21. Oktober 2017 | 14:37 Uhr

Golfballtaucher : Perlen unter Wasser

vom
Aus der Redaktion des Pinneberger Tageblatts

Erfolgreiches Geschäft: Sascha Kruse sucht auf den Golfplätzen im Kreis Pinneberg nach dem, was andere beim Spielen in Teich versenkt haben.

shz.de von
erstellt am 22.Sep.2013 | 10:51 Uhr

Frühmorgens auf der Golfanlage Gut Wulfsmühle: Nur ein paar Sonnenstrahlen bahnen sich den Weg durch die düstere Wolkendecke. Sie spiegeln sich im trüben Teich der Bahn 8 – Daly’s Shortcut. Luftblasen steigen an der Oberfläche des Teichs auf. Irgendwie beängstigend. Plötzlich taucht Sascha Kruse mit Algen und Schlamm bedeckt und mit einem überdimensionalen Netz voller Golfbälle in Hand auf.

Seit etwa zwei Stunden befindet sich der 37-Jährige sich nun im „Badeparadies“ der Golfanlage. Mehr als 100 Kugeln haben den Weg mit ihm zusammen an die Oberfläche geschafft. Ein sehr lohnenswertes Areal da unten, denn weitere prall gefüllte Säcke liegen am Rande des Tümpels.
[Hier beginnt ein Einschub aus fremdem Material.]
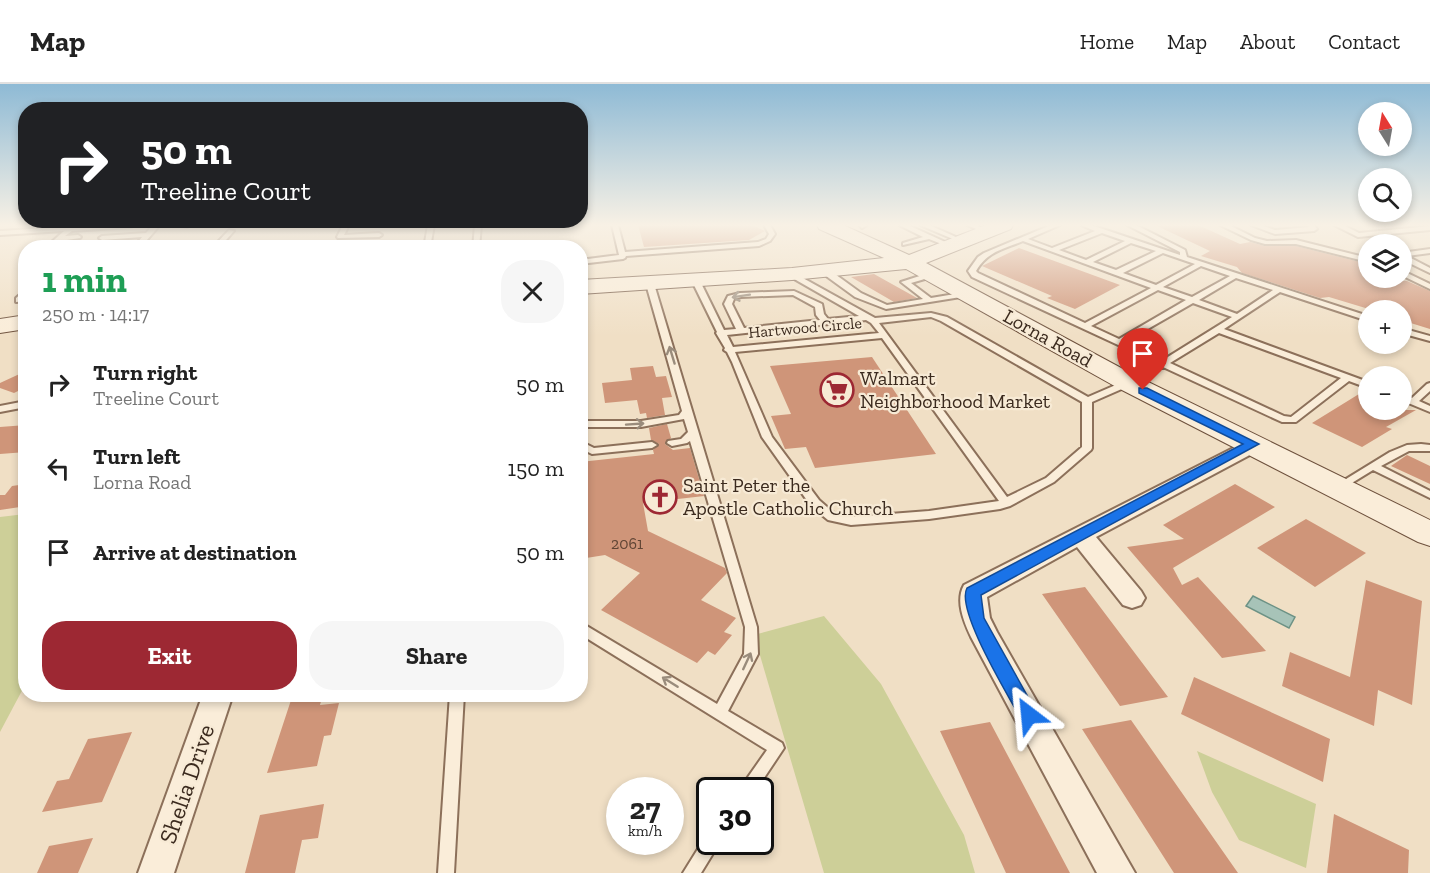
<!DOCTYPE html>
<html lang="en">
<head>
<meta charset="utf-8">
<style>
  body { margin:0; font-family:"Zilla Slab",serif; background:#f6f6f6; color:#222; height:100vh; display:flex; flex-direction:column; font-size:22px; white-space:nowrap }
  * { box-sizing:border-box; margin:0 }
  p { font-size:20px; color:#767676 }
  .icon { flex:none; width:33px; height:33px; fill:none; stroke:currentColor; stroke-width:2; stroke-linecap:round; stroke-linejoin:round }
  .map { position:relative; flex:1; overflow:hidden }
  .drawer { position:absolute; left:18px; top:156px; width:570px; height:462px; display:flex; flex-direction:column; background:#fff; border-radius:24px; box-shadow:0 3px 9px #0003 }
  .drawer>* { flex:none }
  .banner { position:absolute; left:18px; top:18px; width:570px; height:126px; border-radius:24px; box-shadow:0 3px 9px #0003; background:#202124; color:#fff; overflow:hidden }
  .needle { width:39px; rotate:349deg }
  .fabs { position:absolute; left:1358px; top:18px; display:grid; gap:12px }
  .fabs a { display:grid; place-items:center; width:54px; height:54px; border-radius:50%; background:#fff; box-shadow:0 3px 9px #0003; font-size:30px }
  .speed { position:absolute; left:606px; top:693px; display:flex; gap:12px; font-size:30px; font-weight:700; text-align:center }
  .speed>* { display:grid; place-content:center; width:78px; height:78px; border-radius:50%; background:#fff; box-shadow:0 3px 9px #0003; line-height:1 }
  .speed small { font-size:15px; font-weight:400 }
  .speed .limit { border:3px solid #111; border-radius:9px; background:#fff; color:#111 }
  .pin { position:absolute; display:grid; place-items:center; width:51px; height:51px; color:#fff; margin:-62px -26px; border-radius:50% 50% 50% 0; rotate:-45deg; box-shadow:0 0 6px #0007 }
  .pin .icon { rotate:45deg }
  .me { position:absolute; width:66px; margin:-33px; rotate:331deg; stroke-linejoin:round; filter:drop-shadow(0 0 4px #0008) }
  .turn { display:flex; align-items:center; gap:21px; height:126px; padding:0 24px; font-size:27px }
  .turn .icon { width:78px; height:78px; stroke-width:2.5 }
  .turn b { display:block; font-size:42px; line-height:51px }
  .round { display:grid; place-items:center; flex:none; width:63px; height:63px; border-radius:24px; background:#f6f6f6 }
  .overview { display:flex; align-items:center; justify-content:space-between; height:102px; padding:0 24px }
  h1 { font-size:36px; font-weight:700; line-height:45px; color:#1e9e55 }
  .primary-button { display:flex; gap:12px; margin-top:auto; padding:12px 24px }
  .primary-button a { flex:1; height:69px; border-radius:24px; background:#9d2833; color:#fff; font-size:24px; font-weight:700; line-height:69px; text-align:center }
  .primary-button a+a { background:#f6f6f6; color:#222 }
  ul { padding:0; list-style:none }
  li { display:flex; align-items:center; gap:18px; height:84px; padding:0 24px }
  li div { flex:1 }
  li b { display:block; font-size:22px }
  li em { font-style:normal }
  header { display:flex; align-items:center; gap:36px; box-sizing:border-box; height:84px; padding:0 30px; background:#fff; border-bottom:2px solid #e0e0e0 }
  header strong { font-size:28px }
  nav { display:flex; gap:33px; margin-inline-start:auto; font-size:21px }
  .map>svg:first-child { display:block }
</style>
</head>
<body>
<header>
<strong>Map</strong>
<nav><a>Home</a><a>Map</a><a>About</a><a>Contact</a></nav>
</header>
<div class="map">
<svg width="1430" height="789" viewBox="0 0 1430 789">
  <rect width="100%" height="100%" fill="#f0dfc5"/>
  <path fill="#cdcf98" d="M25,430V601L0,648V433Z
    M824,532L881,600L964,751L975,789H824L754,551Z
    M1197,667L1316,720L1306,784L1239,756L1212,708Z"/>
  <path fill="#a7c3b8" stroke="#6d9285" stroke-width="1.5" d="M1253,512L1295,533L1289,544L1246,522Z"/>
  <path fill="#cf9579" d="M638,141H752L765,147L749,156L644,163Z
    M1155,141H1198L1240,160L1250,158L1265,162H1296L1368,180V194L1407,197L1430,207V245L1401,236V226H1372L1329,213L1320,214L1242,189L1237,183L1201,172L1210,167Z
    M1019,164L1120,201L1075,225L1047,214L1052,212L982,182Z
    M874,190L917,214L894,218L851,193Z
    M872,273L936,370L815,384L806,363L785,365L771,332L791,330L770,282Z
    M653,282L656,293L666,292L672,313L662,314L665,331L647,334L646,329L640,330L637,316L605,319L602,299L632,296L630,284Z
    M26,287V303L14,309L0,304V299Z
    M1359,310L1368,314V326H1416L1386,343L1392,345L1362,363L1312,339Z
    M667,340L671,354L665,360L673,366L690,364L704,412L643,419L648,447L725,484L727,489L701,516L736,534L724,548L732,551L715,571L708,567L697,579L601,526L640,489L605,471L580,475V378L654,370L653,366L659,360L651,356L649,344Z
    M26,341V368L0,370V343Z
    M1407,371L1430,382V400L1391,382Z
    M26,400V415L20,423L0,426V411H5L12,402Z
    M1235,400L1275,423L1173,484L1182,501L1198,493L1266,567L1222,574L1127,463L1184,455L1163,441Z
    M1306,435L1366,469L1315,503L1257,464Z
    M1366,496L1422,517L1412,621L1378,606L1374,642L1282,602L1290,568L1350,593Z
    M1085,503L1168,613L1120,622L1042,510Z
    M1194,593L1330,655L1323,698L1181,630Z
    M293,610H323L320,621L339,619L331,651L324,652L317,682L267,689Z
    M1131,636L1238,789H1174L1082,645Z
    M990,638L1070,789H1006L940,647Z
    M132,648L102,718L42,728L57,697L69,695L88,655Z
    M324,720L318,754L302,756L295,789H245L260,731Z
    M1334,730L1409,766L1408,789H1327Z
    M93,754L78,789H37L49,762Z"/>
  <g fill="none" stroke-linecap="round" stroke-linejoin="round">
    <defs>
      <path id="lane" d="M96,141H134L131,143L72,147L65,152L78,151L81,153L80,154L60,157L53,164H45L64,147L0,151V147Z
        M153,141H160L140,164H133L142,153L102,156L99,154L102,152L146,149Z
        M174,141H190L187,143Z
        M343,141H349L344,151L379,149L382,151L379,153L338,154L337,153Z
        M428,141H434L430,164H424Z
        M475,141H481L479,164H473Z
        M612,141H618L625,168L758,158L766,155L769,150L764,141H770L775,150L770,157L759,162L626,172L625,174L623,175L580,180V176L619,171Z
        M859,141H867L862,144Z
        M899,141H908L954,162L949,163L929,155L903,161V159L923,153Z
        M920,141H929L965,157L960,158Z
        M967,141H976L990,148L985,149Z
        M1051,141H1060L1028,155L1052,164L1095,147L1081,141H1091L1180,171V168L1127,141H1136L1185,166L1187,173L1368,232V237L1280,208L1224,245L1368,298V304L1349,297L1296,338H1282L1163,283L1124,304L1092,318V364L1091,366L1054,398L1010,422L1000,425L929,435L851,441L828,436L811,422L762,353L732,278L727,268L724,266L725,264L716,249L717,248L692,197L693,195L700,197L724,246L736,245L724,220L728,212L740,209L794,207L822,220L824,230L828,235L859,232L789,192V188H792L875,234L931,229L947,233L1088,313L1118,300L1157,279L972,193L968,187L978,173L984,169ZM1102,149L1125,157L1086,176L1059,166ZM1023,157L1151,204L1085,239L978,189L976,187C988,167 1002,166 1023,157ZM1131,159L1156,167L1116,186L1093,178ZM1163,169L1195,180L1156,201L1123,189ZM1201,182L1230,192L1192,213L1163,203ZM1236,194L1273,206L1237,230L1199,216ZM1158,206L1186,216L1119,255L1091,242ZM793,211L815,223L816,231L820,236L744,244L732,220L734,215L741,213ZM1193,219L1232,233L1163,276L1125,258ZM931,233L941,237L1082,318V363L1046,394L1007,413L879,239ZM866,236L871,239L879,249L733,263L727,251ZM1219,249L1341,294L1291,333L1284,332L1170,279ZM882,254L999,417L929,427L851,433L835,430L819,416L772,353L735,268Z
        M1220,141H1229L1255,154L1267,157L1296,156L1368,174V178L1296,160H1265L1251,156Z
        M1251,141H1261L1275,146L1309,143L1307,141H1314L1317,145L1314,147L1275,150Z
        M1334,141H1343L1359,149L1430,142V146L1358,153Z
        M229,146L234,147L219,164H212Z
        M267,161L270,164H259L260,163Z
        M1430,165V169L1407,172L1430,184V189L1401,175V169Z
        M822,185H828L861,209L887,221L923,215L901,198L932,188H935V192L911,199L931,214L967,208L971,210L967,212L886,225L855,213L822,189Z
        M1401,186L1430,200V205L1401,191Z
        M647,198L654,200L757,543L758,570L728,627L782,659L784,664L756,706H739L767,666L580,550V538L717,620L744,570L745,543L690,357L687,359L672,362L667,359L668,357L681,355L688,348L684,335L641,343H580V337H641L679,331L682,327L646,200Z
        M23,208H26V217L16,218V214Z
        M1401,244L1430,252V257L1401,249Z
        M1430,299V307L1419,317L1430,322V328L1401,316V310L1412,314L1427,300Z
        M26,317V323L0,328V322Z
        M580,357L594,364L652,358L657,361L652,364L592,370L580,364Z
        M1421,360L1430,361V367H1409L1381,382L1430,407V414L1373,386L1342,405L1338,406L1333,403L1390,368L1407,361Z
        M450,610H464L454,789H438Z
        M710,751V758H720L701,789H683L706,752Z"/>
      <path id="street" d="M1253,354L1261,355L1264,360L1261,365L1096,453L1141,507L1145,514L1141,521L1132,524L1123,521L1077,463L987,513L990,534L997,548L1135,789H1097L971,553C964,538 955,517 964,501Z
        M203,610H233L174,789H138Z"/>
      <path id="secondary" d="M817,141H843L909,171L986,141H1013L1011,145L926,179L1136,292L1430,436V462L1418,458L1118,304L906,185L792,196L580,210V196L792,184L884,174L819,145Z
        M26,231V245L0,249V235Z"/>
    </defs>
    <use href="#lane" stroke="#8c705a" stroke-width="4"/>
    <use href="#street" stroke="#8c705a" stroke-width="4"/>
    <use href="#secondary" stroke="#6e513d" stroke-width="2"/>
    <use href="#lane" fill="#faedd9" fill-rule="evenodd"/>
    <use href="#street" fill="#faedd9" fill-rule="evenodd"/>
    <use href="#secondary" fill="#faedd9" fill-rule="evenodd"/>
  </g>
  <defs><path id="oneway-shaft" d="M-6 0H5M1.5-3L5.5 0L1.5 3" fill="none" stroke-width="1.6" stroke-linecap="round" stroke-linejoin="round" transform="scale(1.5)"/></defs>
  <g stroke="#9a8c7c">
    <use href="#oneway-shaft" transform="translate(741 212) rotate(171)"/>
    <use href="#oneway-shaft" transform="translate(672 271) rotate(-107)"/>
    <use href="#oneway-shaft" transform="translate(635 340) rotate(-4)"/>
    <use href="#oneway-shaft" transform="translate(747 577) rotate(-65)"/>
    <use href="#oneway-shaft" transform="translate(670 598) rotate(-148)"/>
  </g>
  <linearGradient id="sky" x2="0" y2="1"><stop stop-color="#8ebad5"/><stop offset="0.56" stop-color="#f8f1e5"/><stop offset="1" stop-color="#f8f1e5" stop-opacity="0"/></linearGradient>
  <rect width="1430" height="252" fill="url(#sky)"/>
  <path fill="#1a73e8" stroke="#114b97" stroke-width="1.5" d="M1139,304H1147L1259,360L981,511L984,534L1038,631L1035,637L1029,639L1022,637C1010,614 955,526 967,504L1243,360L1139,309Z"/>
  <defs>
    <symbol id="supermarket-ring" viewBox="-11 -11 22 22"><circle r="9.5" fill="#f7ead5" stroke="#9d2833" stroke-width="1.5"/><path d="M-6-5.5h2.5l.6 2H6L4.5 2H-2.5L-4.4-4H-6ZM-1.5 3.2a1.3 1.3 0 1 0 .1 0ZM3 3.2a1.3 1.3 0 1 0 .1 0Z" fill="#9d2833"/></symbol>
    <symbol id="church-ring" viewBox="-11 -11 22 22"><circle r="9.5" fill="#f7ead5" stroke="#9d2833" stroke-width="1.5"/><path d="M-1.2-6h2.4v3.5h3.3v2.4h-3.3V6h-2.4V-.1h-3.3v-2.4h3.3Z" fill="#9d2833"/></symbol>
  </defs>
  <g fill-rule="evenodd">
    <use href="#supermarket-ring" x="818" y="287" width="38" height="38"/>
    <use href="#church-ring" x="641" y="394" width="38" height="38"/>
  </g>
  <g text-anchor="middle" stroke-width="4.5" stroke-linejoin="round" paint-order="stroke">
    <g font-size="16" fill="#3b2a1e" stroke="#f7ead5">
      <text transform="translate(805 243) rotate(-5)" y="6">Hartwood Circle</text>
    </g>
    <g font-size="16" fill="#604535">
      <text x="627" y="465">2061</text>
    </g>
    <g font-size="20" fill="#3b2a1e" stroke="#f7ead5">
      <text transform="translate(1048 254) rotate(29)" y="7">Lorna Road</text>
    </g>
    <g font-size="20" fill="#3b2a1e" stroke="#f7ead5" text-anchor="start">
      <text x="860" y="301">Walmart<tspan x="860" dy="23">Neighborhood Market</tspan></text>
      <text x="683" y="408">Saint Peter the<tspan x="683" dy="23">Apostle Catholic Church</tspan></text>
    </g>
    <g font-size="24" fill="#3b2a1e" stroke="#f7ead5">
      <text transform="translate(187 700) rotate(-71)" y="8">Shelia Drive</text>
    </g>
  </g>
</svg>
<div class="fabs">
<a><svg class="needle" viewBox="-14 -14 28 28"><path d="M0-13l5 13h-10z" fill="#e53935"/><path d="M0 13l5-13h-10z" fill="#767676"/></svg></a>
<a><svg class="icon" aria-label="search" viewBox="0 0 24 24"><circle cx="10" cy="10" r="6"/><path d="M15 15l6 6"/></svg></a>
<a><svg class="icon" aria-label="layers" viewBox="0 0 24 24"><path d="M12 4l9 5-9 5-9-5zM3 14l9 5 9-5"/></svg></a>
<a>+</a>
<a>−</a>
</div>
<div class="speed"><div>27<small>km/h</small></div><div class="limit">30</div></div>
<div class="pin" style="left:1143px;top:306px;background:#d93025"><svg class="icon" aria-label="arrive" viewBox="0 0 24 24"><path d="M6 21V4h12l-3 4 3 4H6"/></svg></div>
<svg class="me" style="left:1029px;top:631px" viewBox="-20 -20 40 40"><path d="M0-17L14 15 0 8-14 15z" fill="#1a73e8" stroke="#fff" stroke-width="4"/></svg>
<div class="banner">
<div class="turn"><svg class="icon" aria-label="right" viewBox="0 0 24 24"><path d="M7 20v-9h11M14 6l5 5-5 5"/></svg><div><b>50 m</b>Treeline Court</div></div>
</div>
<section class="drawer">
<div class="overview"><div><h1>1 min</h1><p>250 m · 14:17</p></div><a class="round"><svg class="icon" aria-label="close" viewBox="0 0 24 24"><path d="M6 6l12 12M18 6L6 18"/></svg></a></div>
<ul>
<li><svg class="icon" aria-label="right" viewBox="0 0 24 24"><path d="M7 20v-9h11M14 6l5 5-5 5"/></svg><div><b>Turn right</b><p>Treeline Court</p></div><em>50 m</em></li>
<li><svg class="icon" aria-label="left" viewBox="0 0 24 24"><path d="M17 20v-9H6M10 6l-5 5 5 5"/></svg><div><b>Turn left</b><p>Lorna Road</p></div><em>150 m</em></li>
<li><svg class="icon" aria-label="arrive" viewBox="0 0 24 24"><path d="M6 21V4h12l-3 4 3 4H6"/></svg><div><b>Arrive at destination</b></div><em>50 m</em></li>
</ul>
<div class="primary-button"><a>Exit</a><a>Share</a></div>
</section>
</div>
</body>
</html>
Die Suche nach den verlorenen „Schätzen“ bringt einige Schwierigkeiten mit sich: „Unter Wasser sehe ich so gut wie nichts, alles was hart und rund ist, kommt in mein Netz.“ Dabei kommen nicht nur die wertvollen Kugeln zu Tage, oftmals erblickt auch mal ein Golfschläger, Autoschlüssel oder Mobiltelefone das Licht der Welt.

Das Golfballnetz haltend, untersucht der ausgebildete Taucher seine Errungenschaften. Die Bälle werden in drei Kategorien eingeteilt: „Schrott“, „Mittel“, – Bälle, die zum Verkauf geeignet sind – oder „Perle“, äußerst gut erhaltene Lakeballs, auf Deutsch Teichbälle.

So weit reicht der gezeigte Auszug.